> [WORK REQUIRED]:
Retrieve each line that contains the word "compass" from the entries below.

(Records from a data collection)
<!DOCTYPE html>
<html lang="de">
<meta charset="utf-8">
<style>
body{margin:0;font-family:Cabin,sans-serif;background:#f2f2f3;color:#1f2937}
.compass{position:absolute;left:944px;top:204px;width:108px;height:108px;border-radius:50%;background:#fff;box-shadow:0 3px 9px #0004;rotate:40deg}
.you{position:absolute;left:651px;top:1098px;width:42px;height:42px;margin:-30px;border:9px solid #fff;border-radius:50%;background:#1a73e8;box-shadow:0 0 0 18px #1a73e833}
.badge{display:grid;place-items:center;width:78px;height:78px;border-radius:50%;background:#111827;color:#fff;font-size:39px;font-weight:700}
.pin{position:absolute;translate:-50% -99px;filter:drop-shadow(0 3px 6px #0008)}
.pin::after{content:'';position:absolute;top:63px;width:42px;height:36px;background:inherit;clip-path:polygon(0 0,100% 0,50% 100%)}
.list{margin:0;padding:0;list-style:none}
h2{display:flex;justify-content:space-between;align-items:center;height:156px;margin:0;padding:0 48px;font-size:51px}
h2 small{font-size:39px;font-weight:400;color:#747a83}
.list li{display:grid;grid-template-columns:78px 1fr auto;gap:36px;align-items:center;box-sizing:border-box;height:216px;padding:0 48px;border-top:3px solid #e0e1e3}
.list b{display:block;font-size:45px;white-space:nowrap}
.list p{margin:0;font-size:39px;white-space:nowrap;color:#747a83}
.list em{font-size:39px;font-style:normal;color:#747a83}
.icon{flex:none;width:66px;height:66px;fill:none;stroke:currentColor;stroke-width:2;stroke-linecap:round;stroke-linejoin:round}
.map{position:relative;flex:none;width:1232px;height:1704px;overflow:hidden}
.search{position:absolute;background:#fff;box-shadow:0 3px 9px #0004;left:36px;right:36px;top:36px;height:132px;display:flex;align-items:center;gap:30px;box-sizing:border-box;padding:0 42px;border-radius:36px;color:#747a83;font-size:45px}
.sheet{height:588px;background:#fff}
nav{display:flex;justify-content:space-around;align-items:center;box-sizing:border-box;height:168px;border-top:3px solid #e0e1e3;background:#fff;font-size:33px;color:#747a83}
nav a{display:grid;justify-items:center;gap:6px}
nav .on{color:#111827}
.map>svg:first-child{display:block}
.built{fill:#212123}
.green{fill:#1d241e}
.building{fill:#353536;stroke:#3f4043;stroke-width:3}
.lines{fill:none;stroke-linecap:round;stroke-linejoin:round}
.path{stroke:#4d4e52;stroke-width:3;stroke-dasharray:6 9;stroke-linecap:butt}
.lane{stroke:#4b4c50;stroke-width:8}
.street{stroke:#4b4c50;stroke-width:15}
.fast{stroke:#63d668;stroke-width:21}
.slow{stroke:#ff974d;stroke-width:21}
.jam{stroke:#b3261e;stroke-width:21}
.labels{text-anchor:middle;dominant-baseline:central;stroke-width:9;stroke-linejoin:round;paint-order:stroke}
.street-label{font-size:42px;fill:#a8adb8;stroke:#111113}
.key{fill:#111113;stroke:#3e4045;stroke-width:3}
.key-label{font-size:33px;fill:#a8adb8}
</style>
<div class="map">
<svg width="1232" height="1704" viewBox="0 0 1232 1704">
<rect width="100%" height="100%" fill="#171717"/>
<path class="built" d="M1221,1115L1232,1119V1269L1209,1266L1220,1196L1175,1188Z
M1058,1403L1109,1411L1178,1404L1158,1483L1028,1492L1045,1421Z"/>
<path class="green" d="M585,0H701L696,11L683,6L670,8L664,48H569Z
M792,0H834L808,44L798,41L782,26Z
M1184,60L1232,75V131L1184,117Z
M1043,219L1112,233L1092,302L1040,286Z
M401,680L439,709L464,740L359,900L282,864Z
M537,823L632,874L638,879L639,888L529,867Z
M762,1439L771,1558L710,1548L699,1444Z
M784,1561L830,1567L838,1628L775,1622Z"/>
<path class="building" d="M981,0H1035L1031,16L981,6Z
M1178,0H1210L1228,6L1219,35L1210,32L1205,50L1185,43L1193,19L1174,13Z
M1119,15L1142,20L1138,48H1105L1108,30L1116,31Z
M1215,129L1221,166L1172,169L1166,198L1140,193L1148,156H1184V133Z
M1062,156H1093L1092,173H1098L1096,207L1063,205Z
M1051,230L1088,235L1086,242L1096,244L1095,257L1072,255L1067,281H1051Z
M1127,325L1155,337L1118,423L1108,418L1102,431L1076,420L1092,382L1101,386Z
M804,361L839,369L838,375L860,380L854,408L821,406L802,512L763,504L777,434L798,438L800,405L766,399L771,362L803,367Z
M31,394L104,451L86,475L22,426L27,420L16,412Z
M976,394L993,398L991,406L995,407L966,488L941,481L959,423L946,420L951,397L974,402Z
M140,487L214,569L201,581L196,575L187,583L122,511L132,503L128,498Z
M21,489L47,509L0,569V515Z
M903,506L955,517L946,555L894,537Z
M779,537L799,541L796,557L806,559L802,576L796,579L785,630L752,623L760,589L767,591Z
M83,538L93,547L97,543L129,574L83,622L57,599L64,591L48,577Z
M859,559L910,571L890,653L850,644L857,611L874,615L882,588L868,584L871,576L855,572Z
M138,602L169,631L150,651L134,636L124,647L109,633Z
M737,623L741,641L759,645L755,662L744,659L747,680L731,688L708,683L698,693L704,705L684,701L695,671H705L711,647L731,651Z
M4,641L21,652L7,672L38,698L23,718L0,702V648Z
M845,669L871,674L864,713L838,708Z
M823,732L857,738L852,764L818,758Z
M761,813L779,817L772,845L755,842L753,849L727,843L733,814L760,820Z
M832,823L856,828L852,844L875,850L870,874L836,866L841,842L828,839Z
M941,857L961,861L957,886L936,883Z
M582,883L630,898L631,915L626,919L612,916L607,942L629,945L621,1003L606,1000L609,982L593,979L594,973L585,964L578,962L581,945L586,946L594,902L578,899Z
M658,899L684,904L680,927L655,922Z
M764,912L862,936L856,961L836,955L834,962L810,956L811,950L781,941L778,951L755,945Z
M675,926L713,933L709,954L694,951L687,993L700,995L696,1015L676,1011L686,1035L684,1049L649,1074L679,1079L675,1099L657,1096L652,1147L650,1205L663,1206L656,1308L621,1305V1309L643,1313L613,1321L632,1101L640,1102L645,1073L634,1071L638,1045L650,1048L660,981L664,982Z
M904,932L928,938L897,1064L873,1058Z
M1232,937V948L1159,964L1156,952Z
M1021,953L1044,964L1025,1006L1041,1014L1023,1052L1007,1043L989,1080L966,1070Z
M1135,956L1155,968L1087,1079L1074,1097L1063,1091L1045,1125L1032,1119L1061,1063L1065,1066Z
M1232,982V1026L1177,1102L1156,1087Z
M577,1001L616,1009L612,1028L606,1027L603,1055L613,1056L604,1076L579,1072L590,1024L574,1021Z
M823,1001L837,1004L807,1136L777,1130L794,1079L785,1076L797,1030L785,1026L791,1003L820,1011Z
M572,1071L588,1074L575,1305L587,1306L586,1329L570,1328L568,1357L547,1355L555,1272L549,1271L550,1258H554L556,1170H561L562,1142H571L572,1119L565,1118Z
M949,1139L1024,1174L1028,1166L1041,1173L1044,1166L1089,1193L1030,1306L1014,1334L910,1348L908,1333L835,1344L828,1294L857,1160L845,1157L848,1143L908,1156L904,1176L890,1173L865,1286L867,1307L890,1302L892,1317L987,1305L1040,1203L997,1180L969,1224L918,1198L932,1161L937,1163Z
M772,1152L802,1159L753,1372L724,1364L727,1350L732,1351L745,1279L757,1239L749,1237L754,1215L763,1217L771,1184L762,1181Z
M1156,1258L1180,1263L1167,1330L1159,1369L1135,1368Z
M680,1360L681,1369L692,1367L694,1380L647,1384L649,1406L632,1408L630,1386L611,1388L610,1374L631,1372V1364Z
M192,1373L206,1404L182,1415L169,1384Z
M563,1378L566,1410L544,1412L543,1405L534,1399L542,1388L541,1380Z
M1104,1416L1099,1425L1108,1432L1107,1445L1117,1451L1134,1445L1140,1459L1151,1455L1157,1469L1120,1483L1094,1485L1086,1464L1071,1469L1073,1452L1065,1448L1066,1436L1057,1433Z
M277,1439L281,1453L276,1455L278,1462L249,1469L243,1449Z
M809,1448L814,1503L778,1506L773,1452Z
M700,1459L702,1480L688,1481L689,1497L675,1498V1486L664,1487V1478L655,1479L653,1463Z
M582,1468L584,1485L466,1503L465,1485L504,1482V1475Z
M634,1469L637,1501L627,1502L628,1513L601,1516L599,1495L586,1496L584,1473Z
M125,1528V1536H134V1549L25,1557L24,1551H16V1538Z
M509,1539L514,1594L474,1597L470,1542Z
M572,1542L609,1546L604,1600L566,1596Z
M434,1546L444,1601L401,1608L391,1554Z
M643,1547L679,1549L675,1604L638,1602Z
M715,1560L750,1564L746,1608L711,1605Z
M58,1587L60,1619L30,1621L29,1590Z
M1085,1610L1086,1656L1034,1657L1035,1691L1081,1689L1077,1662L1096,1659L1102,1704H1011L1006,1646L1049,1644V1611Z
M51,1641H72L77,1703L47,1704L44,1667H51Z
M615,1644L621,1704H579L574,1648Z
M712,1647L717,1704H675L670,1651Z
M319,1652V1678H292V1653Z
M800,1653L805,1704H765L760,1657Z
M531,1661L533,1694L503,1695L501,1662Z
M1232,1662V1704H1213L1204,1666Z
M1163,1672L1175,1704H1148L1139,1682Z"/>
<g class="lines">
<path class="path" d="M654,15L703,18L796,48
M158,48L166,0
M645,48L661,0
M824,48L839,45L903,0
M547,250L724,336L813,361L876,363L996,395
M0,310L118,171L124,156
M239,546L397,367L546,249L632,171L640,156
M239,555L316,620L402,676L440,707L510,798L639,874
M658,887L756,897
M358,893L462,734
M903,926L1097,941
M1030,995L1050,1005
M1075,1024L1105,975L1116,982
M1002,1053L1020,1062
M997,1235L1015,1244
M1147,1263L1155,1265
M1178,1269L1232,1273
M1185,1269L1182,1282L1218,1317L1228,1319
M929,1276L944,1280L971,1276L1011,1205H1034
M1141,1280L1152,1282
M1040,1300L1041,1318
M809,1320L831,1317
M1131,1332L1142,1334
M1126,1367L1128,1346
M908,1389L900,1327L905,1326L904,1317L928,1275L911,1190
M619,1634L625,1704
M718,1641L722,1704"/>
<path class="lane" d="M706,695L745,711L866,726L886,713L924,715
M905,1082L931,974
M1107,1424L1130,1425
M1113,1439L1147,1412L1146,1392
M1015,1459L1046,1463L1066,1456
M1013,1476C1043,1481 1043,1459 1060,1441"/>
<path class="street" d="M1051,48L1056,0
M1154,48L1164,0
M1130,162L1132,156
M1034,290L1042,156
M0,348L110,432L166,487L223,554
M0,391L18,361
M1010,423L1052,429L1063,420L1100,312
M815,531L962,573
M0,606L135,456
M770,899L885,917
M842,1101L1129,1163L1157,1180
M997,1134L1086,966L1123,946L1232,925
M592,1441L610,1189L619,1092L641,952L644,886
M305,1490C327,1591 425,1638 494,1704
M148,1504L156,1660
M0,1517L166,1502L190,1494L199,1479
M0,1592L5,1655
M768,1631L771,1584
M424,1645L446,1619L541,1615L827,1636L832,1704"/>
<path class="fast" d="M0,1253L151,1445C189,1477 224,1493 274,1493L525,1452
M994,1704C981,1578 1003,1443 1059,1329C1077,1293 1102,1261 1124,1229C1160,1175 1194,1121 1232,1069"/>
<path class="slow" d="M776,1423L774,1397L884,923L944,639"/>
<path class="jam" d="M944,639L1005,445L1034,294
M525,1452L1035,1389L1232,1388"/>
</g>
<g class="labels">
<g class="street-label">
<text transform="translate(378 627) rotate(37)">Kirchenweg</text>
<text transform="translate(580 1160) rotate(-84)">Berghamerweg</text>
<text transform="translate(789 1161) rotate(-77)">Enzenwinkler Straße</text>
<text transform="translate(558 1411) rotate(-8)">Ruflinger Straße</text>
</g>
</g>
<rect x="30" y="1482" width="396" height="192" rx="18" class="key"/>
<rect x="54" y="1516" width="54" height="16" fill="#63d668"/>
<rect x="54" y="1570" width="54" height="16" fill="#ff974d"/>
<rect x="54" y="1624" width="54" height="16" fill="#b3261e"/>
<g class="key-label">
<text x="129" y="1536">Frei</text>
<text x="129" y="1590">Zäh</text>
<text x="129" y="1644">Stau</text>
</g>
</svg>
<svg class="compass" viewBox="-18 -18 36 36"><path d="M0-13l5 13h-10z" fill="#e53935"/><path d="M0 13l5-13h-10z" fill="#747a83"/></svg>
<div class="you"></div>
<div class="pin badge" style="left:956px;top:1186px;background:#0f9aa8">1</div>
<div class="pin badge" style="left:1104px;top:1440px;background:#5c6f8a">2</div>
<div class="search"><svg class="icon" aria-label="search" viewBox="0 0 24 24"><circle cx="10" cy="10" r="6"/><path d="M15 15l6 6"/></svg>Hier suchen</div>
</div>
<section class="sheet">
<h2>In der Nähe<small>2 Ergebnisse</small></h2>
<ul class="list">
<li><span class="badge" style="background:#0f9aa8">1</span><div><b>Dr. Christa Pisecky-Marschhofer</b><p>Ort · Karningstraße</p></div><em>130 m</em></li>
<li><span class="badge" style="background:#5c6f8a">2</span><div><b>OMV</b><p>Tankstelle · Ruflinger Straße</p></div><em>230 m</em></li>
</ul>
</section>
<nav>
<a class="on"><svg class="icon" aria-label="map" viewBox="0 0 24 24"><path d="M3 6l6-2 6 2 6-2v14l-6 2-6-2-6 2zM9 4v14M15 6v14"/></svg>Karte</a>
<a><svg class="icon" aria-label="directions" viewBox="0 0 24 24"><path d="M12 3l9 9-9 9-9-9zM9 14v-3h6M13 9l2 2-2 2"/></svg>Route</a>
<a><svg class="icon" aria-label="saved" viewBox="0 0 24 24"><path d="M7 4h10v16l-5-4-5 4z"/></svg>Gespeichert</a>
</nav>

> [TASK RESULT]:
.compass{position:absolute;left:944px;top:204px;width:108px;height:108px;border-radius:50%;background:#fff;box-shadow:0 3px 9px #0004;rotate:40deg}
<svg class="compass" viewBox="-18 -18 36 36"><path d="M0-13l5 13h-10z" fill="#e53935"/><path d="M0 13l5-13h-10z" fill="#747a83"/></svg>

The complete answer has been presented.